**TASK ITEM**
Pull every line that includes the word "stream" from the data.
** Opening DATA EXTRACTS block **
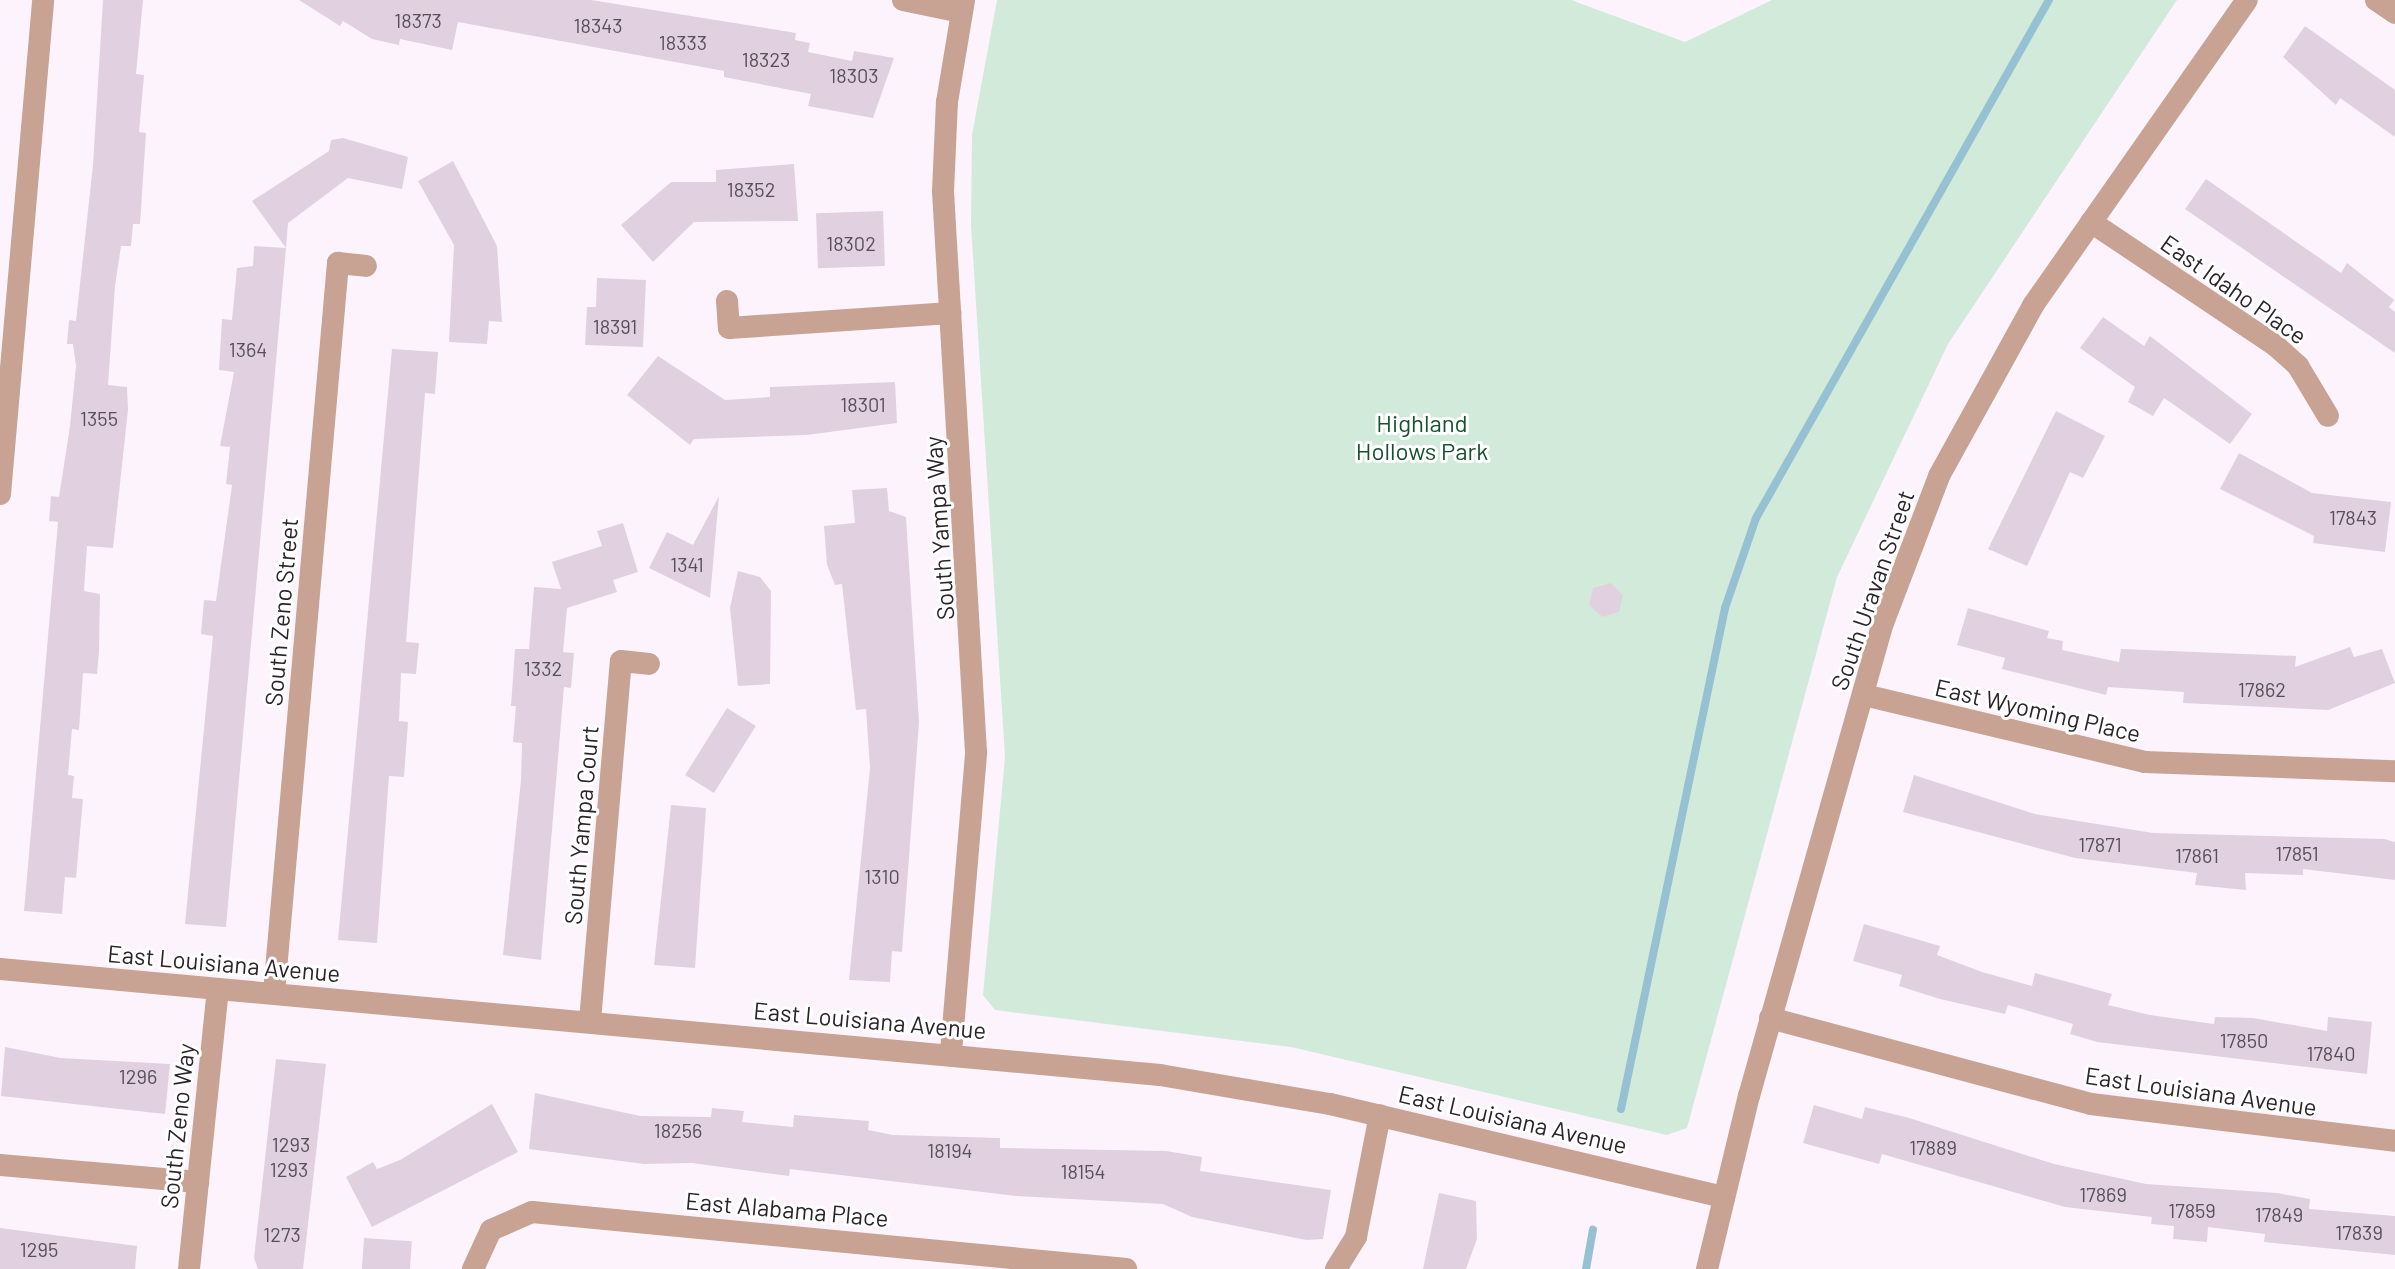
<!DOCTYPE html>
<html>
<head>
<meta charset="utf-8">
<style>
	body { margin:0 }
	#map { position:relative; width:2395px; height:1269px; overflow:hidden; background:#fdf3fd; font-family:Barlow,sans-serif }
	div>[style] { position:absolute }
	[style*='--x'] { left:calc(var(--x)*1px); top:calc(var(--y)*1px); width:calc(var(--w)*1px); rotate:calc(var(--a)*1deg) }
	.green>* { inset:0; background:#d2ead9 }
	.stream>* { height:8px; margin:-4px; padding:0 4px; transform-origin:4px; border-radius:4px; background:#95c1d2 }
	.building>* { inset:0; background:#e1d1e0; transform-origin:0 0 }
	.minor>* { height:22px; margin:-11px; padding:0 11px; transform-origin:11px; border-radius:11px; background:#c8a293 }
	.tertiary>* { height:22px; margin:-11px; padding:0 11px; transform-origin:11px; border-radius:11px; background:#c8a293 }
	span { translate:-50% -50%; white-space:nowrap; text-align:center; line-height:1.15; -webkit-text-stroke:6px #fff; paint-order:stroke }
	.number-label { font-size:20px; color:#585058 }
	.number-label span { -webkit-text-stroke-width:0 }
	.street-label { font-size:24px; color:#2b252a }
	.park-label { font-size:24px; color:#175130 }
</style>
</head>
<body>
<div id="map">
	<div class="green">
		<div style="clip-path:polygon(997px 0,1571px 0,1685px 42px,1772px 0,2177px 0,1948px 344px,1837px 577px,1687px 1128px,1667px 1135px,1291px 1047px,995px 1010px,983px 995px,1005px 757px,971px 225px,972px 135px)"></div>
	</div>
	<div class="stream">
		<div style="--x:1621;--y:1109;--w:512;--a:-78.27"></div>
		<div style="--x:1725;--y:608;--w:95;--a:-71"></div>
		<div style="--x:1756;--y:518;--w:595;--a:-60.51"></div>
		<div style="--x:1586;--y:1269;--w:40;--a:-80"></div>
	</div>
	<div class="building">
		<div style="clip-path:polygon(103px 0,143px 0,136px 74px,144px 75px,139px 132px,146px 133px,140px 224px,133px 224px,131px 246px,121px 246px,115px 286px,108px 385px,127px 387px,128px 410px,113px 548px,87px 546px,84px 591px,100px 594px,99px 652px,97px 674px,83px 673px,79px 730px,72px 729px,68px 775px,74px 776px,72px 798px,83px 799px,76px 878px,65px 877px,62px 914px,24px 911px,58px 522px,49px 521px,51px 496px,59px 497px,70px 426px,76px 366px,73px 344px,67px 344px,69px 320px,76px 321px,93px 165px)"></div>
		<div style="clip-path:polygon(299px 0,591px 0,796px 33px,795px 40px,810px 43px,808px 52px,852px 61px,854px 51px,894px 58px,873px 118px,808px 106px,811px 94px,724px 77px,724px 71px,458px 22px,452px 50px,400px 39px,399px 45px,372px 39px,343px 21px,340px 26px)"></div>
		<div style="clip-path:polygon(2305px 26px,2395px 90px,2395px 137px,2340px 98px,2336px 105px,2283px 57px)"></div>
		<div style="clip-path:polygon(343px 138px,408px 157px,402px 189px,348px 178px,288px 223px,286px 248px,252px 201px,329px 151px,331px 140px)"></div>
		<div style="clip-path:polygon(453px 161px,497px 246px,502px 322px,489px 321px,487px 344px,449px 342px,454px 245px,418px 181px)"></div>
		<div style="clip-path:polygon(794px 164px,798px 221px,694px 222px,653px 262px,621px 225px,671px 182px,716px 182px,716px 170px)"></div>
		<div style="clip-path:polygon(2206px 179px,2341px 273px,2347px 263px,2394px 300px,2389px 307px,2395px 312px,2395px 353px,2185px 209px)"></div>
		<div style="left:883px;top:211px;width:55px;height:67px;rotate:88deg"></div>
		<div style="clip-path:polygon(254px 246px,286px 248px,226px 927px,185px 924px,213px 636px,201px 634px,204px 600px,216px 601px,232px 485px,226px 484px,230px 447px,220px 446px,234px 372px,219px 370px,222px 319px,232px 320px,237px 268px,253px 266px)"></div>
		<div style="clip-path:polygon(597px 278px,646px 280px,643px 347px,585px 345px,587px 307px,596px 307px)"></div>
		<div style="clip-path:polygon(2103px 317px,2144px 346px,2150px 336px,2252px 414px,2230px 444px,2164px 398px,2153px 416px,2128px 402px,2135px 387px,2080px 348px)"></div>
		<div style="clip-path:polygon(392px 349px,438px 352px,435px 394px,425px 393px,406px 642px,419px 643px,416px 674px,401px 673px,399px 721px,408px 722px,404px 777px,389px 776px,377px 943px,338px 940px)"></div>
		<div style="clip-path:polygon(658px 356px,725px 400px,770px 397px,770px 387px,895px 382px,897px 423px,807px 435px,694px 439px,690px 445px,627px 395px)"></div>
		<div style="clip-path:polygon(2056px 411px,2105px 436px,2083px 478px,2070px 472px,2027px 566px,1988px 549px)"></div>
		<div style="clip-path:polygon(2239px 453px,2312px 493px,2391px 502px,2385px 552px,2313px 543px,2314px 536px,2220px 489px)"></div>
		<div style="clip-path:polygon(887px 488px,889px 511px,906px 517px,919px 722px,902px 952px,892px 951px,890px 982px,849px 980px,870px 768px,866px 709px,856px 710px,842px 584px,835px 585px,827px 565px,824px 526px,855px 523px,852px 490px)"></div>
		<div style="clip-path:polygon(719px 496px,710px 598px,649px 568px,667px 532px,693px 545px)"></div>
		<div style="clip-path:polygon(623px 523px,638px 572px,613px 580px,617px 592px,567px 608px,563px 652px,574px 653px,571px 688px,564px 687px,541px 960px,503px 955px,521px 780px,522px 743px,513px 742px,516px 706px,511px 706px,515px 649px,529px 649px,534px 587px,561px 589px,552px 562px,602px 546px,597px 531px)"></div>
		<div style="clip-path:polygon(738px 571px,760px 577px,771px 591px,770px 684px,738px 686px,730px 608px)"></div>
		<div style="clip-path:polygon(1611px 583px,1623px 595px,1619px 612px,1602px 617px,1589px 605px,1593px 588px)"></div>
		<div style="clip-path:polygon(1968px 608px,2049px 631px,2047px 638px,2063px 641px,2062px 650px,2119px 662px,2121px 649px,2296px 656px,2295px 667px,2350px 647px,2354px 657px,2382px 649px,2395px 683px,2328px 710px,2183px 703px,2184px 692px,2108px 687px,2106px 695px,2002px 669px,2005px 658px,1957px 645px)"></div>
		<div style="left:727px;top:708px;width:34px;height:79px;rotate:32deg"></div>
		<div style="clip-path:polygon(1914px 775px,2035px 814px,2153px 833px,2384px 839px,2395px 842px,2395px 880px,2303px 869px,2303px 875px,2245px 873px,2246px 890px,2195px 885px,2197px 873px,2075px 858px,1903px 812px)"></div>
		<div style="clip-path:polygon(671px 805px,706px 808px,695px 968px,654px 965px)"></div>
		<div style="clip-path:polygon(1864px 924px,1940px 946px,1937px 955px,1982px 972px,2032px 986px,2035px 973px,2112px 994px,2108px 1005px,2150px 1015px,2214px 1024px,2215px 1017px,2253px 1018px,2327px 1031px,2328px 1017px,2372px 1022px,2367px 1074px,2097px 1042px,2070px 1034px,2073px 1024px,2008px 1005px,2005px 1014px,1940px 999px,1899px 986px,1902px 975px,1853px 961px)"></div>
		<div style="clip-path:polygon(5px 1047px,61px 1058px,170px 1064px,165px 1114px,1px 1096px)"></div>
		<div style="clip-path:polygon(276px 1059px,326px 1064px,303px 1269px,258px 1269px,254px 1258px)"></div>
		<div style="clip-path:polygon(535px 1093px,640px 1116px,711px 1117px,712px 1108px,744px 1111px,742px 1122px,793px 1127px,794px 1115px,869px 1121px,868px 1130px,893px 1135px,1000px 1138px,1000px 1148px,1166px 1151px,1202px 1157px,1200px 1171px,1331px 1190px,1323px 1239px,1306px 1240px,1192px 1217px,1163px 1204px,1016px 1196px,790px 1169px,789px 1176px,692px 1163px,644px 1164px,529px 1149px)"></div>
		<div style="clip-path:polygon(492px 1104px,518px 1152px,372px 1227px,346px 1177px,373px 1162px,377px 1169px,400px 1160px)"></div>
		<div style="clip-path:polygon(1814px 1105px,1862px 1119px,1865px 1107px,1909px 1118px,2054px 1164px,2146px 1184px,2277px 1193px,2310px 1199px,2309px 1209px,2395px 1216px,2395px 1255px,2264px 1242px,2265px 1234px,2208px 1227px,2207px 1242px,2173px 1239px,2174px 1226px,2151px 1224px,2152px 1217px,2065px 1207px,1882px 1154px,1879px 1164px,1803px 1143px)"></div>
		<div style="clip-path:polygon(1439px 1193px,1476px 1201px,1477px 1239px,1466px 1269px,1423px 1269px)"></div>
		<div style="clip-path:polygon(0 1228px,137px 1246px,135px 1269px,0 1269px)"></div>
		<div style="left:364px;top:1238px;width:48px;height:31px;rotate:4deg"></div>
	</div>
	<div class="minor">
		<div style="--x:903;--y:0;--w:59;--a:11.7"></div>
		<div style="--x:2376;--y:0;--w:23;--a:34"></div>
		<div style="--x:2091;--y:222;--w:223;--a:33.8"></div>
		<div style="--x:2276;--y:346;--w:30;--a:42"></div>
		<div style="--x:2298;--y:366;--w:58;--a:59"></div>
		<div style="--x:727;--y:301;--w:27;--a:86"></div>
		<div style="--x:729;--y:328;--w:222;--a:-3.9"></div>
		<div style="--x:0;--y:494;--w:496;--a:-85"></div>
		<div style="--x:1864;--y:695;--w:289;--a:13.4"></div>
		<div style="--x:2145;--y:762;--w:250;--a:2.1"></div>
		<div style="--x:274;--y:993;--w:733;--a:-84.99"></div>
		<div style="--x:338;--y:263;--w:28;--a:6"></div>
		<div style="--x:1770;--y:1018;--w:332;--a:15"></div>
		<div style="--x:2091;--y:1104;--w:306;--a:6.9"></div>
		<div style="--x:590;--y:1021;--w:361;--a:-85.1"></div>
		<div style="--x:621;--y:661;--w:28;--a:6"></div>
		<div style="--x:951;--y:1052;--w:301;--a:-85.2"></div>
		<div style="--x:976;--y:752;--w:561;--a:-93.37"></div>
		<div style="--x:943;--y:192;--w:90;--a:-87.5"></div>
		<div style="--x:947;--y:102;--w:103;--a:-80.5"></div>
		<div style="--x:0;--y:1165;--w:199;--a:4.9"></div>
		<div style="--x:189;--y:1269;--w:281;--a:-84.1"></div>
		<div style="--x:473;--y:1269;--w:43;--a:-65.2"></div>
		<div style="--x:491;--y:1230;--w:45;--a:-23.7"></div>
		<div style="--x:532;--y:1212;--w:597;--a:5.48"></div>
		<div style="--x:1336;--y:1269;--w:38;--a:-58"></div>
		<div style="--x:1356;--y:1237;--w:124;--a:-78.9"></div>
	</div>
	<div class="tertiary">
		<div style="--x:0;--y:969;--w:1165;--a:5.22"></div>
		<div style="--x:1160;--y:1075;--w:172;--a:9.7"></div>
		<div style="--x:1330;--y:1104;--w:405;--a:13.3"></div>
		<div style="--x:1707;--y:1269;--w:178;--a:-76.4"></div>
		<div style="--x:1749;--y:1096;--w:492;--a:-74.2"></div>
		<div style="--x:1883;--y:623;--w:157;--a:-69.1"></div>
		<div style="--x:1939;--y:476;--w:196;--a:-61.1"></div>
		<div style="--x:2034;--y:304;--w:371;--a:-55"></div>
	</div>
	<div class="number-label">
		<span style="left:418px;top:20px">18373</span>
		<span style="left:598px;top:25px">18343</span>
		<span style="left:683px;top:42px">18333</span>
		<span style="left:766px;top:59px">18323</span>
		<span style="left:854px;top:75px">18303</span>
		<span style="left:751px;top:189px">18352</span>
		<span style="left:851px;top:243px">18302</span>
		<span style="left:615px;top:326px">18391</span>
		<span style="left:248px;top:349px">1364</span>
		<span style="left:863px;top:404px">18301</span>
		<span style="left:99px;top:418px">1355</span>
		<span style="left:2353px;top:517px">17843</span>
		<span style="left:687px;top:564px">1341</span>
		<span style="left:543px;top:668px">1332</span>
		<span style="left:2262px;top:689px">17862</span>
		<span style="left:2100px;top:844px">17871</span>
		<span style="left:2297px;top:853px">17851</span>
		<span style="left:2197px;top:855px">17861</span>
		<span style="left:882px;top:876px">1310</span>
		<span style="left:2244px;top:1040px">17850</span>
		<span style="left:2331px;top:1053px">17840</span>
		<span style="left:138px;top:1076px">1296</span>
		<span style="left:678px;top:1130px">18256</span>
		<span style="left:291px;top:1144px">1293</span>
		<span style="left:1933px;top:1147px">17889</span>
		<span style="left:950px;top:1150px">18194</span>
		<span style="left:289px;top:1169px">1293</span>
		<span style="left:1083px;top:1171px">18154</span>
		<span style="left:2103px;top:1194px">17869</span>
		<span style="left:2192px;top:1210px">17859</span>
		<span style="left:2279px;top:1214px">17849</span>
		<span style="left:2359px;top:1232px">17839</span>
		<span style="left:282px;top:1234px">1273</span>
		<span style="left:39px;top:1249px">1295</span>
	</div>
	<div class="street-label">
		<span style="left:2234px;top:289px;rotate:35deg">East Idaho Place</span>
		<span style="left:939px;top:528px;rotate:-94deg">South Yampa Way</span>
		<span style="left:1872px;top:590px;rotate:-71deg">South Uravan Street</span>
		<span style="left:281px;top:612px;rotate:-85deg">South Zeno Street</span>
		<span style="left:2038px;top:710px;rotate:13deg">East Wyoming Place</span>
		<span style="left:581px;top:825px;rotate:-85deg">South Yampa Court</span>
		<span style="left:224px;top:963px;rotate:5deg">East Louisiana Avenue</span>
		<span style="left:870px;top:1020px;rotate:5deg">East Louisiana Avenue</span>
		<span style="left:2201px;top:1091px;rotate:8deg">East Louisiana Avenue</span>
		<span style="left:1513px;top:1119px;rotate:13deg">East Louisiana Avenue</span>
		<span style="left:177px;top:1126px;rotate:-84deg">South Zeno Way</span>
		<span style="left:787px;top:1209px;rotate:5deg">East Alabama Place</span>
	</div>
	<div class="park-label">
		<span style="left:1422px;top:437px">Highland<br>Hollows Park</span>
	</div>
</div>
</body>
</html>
** Closing DATA EXTRACTS block **
**SOLUTION FOR THIS EXERCISE**
	.stream>* { height:8px; margin:-4px; padding:0 4px; transform-origin:4px; border-radius:4px; background:#95c1d2 }
	<div class="stream">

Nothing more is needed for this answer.